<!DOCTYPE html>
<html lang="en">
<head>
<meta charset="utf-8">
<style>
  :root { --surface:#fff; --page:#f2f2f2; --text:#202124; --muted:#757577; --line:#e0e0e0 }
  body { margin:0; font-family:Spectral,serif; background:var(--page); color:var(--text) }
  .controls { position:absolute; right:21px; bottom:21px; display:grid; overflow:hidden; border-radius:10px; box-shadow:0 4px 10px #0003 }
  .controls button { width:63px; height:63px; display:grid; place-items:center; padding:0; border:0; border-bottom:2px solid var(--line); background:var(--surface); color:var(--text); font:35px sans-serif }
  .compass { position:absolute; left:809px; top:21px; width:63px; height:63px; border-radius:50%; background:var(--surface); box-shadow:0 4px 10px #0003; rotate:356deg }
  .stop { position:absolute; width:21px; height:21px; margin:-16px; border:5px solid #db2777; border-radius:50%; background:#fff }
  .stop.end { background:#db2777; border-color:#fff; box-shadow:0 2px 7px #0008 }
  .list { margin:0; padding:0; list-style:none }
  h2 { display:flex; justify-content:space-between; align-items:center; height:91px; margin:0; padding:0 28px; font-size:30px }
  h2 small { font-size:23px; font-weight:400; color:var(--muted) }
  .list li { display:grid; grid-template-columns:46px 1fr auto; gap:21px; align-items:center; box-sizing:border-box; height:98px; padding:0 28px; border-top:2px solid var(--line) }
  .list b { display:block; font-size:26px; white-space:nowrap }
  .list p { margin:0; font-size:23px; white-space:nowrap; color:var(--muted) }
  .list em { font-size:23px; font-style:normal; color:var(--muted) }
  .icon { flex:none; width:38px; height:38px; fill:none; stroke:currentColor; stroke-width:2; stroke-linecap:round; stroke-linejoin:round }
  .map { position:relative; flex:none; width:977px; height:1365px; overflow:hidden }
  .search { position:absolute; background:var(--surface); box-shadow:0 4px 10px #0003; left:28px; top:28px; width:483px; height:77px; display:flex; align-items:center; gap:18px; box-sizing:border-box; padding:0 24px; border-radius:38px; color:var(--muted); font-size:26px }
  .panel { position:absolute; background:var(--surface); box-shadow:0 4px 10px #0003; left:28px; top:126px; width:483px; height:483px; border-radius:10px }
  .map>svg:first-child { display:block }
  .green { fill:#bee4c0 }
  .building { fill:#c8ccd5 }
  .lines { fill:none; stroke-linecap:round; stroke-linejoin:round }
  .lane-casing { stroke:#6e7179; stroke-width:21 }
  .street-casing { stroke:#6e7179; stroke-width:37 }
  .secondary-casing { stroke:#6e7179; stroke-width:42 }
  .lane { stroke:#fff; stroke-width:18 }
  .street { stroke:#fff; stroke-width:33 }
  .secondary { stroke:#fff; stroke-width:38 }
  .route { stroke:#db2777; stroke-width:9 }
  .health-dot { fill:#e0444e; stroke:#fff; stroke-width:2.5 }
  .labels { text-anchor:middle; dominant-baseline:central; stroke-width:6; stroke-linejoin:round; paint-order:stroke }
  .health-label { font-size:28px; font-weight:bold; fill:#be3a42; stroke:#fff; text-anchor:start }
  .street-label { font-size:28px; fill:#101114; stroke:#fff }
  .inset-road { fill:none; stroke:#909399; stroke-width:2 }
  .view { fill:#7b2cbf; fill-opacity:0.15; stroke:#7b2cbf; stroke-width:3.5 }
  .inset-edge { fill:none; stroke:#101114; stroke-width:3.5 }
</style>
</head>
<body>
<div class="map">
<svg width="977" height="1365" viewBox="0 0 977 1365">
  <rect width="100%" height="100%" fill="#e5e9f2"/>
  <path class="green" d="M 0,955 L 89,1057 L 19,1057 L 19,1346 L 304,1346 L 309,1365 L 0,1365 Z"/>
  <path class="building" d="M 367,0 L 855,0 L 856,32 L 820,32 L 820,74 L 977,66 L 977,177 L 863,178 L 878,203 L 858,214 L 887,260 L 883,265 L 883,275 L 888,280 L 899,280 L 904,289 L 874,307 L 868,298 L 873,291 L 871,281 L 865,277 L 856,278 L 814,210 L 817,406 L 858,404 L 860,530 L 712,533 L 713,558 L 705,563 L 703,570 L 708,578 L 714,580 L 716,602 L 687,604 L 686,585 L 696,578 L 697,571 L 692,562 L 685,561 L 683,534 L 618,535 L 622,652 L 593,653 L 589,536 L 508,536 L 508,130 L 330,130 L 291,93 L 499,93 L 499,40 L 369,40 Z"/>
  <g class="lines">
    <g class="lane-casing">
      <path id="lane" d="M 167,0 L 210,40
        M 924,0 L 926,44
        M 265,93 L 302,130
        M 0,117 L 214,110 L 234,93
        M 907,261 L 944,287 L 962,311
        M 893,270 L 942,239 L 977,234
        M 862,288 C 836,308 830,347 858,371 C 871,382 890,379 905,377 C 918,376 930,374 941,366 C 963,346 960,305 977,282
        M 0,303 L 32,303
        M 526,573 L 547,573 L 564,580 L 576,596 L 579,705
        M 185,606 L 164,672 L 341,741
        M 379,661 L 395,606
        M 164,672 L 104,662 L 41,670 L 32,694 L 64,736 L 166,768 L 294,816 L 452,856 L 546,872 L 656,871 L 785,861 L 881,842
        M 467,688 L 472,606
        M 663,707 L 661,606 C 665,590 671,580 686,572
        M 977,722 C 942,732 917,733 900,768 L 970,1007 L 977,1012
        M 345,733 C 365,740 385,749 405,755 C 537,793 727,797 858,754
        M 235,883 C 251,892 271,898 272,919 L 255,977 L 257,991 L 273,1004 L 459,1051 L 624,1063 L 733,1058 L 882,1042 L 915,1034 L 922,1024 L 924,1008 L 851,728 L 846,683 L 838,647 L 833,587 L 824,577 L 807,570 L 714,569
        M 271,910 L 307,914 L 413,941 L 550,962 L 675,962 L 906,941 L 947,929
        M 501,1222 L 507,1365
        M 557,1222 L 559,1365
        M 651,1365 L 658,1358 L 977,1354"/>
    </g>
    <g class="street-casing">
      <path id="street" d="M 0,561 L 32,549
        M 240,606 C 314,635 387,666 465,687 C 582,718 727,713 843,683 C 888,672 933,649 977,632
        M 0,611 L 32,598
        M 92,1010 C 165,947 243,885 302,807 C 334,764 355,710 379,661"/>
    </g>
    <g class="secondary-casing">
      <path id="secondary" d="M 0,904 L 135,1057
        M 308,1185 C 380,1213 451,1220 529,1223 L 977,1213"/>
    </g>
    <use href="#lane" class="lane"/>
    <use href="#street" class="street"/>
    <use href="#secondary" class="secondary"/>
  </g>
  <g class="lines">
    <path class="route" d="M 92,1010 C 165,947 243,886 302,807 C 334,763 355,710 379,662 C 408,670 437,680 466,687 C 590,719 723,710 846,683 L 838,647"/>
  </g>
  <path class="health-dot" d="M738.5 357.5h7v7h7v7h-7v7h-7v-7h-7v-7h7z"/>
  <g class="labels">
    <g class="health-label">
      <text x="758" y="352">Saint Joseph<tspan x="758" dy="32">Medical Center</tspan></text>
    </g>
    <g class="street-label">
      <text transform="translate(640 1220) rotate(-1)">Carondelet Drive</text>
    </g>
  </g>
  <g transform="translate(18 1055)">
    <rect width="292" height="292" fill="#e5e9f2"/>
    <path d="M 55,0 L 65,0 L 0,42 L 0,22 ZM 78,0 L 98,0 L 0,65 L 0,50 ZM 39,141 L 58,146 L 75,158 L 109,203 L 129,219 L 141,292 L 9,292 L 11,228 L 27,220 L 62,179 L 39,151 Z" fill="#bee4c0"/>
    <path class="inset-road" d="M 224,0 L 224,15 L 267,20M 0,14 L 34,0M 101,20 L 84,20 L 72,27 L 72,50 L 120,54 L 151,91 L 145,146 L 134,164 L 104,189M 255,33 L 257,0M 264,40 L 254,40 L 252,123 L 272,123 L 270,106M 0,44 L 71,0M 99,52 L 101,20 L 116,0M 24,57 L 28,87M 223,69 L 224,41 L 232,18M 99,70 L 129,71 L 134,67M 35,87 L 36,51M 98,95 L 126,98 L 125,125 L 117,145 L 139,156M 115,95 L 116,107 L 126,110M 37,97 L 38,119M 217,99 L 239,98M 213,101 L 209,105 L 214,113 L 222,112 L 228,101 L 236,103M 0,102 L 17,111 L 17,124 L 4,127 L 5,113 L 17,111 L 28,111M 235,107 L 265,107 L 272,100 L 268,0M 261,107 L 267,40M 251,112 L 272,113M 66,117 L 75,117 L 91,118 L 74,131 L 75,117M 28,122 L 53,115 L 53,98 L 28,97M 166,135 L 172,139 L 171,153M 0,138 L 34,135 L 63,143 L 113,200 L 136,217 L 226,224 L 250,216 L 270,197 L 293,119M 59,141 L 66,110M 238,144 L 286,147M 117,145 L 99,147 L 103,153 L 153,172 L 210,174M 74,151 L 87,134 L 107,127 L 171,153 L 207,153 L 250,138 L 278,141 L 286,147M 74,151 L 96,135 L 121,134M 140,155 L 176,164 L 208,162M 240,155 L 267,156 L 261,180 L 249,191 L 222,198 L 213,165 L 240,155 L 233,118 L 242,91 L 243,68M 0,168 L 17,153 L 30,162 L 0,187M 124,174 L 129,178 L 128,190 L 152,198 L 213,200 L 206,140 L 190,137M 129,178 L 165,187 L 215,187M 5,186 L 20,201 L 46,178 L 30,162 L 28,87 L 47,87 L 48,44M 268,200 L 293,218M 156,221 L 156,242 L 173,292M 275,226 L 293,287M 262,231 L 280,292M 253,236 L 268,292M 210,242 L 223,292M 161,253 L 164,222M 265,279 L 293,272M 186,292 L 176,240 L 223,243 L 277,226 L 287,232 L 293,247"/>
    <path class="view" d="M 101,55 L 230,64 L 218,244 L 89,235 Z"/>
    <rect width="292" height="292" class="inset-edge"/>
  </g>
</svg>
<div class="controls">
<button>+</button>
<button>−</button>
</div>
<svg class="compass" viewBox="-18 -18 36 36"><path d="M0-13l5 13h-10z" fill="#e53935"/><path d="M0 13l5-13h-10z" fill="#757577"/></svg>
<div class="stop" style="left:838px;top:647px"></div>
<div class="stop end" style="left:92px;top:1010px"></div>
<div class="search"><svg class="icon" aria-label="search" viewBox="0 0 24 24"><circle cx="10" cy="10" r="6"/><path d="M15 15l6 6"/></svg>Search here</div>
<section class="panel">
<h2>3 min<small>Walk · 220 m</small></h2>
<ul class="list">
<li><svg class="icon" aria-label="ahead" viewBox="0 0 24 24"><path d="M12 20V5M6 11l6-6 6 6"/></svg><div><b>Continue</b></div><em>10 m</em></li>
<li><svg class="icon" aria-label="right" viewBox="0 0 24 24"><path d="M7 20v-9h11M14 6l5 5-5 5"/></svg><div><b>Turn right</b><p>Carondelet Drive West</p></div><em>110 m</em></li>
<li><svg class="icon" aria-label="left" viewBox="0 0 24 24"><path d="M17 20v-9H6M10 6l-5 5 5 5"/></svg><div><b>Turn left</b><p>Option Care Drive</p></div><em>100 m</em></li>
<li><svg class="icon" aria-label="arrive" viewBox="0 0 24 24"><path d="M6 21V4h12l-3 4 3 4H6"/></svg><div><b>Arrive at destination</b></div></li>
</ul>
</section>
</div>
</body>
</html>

----

None of the lines before the one containing "<h2>3 min<small>Walk · 220 m</small></h2>" belong in the answer; reproduce that line and all later lines of the records exactly.

<h2>3 min<small>Walk · 220 m</small></h2>
<ul class="list">
<li><svg class="icon" aria-label="ahead" viewBox="0 0 24 24"><path d="M12 20V5M6 11l6-6 6 6"/></svg><div><b>Continue</b></div><em>10 m</em></li>
<li><svg class="icon" aria-label="right" viewBox="0 0 24 24"><path d="M7 20v-9h11M14 6l5 5-5 5"/></svg><div><b>Turn right</b><p>Carondelet Drive West</p></div><em>110 m</em></li>
<li><svg class="icon" aria-label="left" viewBox="0 0 24 24"><path d="M17 20v-9H6M10 6l-5 5 5 5"/></svg><div><b>Turn left</b><p>Option Care Drive</p></div><em>100 m</em></li>
<li><svg class="icon" aria-label="arrive" viewBox="0 0 24 24"><path d="M6 21V4h12l-3 4 3 4H6"/></svg><div><b>Arrive at destination</b></div></li>
</ul>
</section>
</div>
</body>
</html>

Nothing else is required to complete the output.